RAW DATA below:

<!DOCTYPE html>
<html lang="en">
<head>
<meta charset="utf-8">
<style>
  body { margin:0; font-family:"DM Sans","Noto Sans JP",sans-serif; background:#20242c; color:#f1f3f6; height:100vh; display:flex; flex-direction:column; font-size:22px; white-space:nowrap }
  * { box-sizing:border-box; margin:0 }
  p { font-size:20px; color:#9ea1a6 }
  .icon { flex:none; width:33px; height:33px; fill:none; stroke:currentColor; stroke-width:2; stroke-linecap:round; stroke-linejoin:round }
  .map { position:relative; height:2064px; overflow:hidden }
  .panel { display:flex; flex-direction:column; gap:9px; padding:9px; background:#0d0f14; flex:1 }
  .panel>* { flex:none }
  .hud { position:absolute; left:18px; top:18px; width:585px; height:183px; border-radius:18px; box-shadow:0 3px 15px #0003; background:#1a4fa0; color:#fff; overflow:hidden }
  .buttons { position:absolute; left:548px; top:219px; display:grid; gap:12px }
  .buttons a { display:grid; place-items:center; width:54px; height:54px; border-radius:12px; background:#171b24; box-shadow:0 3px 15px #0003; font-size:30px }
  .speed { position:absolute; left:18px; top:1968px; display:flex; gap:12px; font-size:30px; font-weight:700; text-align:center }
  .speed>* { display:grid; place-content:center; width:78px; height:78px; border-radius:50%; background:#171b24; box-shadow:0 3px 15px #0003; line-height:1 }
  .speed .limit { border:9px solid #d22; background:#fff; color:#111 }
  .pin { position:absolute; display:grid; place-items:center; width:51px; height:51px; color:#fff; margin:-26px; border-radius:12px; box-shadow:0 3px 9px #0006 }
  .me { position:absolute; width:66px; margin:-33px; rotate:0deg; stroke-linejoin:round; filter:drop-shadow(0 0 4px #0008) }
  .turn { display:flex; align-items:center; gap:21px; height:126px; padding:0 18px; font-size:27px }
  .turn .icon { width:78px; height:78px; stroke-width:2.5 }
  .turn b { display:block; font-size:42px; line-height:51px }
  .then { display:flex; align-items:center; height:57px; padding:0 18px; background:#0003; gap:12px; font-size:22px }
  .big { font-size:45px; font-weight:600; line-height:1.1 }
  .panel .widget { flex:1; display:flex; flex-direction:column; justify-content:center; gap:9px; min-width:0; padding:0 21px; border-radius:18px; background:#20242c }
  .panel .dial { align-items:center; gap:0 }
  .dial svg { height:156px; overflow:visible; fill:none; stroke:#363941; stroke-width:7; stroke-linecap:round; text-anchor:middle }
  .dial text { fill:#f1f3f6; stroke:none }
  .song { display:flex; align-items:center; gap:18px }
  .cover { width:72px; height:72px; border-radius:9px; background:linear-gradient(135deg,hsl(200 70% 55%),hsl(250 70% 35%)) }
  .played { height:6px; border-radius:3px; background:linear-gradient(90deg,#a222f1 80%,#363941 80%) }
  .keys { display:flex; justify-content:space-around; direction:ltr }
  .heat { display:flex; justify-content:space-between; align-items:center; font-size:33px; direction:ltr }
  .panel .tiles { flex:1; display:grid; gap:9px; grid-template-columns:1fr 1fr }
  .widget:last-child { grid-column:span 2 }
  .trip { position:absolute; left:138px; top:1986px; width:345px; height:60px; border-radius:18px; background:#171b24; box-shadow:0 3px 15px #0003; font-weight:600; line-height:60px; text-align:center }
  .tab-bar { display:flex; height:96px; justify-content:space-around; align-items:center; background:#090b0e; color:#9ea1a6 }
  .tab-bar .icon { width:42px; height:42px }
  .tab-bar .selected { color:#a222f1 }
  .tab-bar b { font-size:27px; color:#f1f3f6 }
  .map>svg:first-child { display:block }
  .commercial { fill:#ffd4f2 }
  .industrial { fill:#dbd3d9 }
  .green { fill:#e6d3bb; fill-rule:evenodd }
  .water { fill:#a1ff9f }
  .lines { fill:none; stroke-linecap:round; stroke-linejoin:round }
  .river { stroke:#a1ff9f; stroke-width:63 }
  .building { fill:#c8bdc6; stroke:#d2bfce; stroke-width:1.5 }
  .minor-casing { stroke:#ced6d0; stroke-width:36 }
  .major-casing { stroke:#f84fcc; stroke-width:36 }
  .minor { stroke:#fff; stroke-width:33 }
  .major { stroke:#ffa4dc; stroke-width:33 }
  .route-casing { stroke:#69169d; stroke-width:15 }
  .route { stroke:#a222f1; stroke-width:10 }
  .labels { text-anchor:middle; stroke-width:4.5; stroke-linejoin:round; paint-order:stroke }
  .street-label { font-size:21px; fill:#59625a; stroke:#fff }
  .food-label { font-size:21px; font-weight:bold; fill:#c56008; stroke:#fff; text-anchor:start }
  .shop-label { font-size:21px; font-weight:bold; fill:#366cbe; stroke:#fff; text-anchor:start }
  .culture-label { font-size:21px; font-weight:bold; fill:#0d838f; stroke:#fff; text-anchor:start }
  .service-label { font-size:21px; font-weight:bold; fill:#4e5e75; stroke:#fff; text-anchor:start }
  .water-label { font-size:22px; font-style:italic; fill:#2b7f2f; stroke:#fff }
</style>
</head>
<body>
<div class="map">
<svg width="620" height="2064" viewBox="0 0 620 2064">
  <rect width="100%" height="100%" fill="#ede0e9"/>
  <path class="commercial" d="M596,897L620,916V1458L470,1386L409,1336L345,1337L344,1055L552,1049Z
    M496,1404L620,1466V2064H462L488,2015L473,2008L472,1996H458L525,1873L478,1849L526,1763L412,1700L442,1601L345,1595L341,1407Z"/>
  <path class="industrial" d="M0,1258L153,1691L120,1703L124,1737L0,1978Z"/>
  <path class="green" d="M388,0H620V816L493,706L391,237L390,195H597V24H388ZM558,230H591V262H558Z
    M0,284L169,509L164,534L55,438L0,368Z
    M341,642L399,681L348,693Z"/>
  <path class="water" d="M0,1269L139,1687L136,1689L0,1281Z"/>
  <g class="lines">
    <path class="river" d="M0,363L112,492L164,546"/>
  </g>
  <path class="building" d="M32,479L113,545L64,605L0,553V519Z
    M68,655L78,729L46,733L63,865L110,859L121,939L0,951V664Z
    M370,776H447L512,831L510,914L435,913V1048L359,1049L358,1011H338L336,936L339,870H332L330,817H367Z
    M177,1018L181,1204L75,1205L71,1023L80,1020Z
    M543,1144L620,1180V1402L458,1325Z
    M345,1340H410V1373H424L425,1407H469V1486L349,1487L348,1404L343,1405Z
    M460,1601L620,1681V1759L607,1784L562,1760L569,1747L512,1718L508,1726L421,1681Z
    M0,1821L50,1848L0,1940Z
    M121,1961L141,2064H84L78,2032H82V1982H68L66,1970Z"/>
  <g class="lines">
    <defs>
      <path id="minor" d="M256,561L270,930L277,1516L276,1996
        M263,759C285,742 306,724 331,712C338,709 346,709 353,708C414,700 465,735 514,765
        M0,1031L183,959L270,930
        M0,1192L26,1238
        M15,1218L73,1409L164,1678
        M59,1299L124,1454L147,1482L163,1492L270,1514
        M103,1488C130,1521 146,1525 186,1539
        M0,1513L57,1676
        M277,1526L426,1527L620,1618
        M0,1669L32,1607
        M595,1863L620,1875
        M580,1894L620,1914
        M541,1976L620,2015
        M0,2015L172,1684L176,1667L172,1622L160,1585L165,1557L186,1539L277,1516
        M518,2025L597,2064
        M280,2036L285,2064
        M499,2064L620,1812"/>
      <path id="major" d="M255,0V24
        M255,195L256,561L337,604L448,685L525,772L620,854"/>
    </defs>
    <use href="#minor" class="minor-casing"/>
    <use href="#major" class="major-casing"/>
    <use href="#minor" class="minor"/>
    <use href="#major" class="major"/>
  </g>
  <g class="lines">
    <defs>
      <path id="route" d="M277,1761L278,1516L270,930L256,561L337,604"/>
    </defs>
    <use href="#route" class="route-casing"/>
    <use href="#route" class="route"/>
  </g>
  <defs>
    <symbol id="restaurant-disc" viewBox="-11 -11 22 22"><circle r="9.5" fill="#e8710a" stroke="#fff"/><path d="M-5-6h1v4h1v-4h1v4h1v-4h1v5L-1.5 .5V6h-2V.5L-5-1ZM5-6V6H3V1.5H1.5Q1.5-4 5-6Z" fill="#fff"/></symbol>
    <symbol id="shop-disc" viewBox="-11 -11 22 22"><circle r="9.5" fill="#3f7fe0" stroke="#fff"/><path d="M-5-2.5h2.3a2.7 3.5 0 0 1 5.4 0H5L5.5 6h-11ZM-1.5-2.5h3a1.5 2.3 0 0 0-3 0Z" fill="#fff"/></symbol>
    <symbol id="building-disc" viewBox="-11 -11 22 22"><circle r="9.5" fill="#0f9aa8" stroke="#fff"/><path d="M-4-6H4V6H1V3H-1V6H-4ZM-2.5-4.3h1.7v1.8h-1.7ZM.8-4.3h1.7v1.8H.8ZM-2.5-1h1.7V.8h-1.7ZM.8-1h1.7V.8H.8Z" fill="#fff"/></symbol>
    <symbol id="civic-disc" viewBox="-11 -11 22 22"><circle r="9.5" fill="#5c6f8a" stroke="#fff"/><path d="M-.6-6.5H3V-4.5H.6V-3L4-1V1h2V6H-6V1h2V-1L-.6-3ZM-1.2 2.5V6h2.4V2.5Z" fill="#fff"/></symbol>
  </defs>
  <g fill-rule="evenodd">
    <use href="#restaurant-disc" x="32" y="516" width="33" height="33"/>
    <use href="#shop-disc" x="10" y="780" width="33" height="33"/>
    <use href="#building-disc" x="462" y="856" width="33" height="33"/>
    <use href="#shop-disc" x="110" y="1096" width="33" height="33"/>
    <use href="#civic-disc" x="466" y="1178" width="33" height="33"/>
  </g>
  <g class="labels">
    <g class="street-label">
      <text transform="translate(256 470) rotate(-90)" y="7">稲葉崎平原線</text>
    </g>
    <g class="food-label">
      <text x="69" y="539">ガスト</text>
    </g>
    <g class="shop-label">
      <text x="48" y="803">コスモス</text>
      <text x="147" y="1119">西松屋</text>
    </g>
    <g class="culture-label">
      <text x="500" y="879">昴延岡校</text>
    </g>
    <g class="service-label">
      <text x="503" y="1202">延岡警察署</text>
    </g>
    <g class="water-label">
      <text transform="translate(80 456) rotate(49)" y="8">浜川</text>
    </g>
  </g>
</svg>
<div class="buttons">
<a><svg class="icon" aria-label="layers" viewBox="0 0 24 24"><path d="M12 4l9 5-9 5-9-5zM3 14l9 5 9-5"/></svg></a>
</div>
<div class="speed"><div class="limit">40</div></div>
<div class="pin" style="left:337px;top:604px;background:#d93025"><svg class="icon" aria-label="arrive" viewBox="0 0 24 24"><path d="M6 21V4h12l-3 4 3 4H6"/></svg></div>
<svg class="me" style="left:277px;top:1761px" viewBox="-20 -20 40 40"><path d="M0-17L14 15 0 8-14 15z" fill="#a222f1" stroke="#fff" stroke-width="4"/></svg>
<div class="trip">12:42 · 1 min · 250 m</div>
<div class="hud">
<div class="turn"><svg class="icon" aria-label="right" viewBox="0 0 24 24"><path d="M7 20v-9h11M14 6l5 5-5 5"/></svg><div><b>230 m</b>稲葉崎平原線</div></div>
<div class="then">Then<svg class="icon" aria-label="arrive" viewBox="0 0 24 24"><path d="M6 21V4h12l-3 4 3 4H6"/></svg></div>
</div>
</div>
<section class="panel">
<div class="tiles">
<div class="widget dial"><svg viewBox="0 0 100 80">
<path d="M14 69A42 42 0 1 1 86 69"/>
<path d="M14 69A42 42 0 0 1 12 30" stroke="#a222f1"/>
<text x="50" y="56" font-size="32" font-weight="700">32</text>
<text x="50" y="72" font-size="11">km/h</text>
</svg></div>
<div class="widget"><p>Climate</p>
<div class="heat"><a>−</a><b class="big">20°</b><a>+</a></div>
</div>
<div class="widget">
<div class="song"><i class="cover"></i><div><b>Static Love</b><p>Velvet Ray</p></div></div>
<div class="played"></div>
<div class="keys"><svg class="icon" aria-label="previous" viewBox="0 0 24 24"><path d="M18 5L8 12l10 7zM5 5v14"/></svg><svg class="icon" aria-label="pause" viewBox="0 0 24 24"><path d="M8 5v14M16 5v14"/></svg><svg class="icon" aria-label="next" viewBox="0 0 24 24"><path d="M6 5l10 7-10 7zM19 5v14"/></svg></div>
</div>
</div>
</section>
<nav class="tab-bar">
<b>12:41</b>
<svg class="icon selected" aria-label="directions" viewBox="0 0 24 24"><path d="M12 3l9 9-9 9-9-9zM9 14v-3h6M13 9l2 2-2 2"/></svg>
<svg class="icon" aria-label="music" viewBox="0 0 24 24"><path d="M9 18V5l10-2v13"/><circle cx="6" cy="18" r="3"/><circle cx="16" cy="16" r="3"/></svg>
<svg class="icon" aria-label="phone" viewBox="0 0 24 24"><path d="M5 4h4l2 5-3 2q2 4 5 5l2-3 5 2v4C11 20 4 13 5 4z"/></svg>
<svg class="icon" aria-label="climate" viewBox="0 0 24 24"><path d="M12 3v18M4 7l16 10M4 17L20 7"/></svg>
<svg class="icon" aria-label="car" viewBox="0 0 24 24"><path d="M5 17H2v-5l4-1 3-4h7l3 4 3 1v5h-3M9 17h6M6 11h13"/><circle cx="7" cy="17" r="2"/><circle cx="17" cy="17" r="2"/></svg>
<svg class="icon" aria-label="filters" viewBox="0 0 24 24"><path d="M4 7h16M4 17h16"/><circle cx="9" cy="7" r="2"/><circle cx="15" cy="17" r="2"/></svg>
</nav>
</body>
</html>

End of RAW DATA.

PROBLEM DETAILS: Repeat the entries above exactly, from the first line through the line containing "display:grid; place-items:center; width:54px;".

YOUR RESPONSE:
<!DOCTYPE html>
<html lang="en">
<head>
<meta charset="utf-8">
<style>
  body { margin:0; font-family:"DM Sans","Noto Sans JP",sans-serif; background:#20242c; color:#f1f3f6; height:100vh; display:flex; flex-direction:column; font-size:22px; white-space:nowrap }
  * { box-sizing:border-box; margin:0 }
  p { font-size:20px; color:#9ea1a6 }
  .icon { flex:none; width:33px; height:33px; fill:none; stroke:currentColor; stroke-width:2; stroke-linecap:round; stroke-linejoin:round }
  .map { position:relative; height:2064px; overflow:hidden }
  .panel { display:flex; flex-direction:column; gap:9px; padding:9px; background:#0d0f14; flex:1 }
  .panel>* { flex:none }
  .hud { position:absolute; left:18px; top:18px; width:585px; height:183px; border-radius:18px; box-shadow:0 3px 15px #0003; background:#1a4fa0; color:#fff; overflow:hidden }
  .buttons { position:absolute; left:548px; top:219px; display:grid; gap:12px }
  .buttons a { display:grid; place-items:center; width:54px; height:54px; border-radius:12px; background:#171b24; box-shadow:0 3px 15px #0003; font-size:30px }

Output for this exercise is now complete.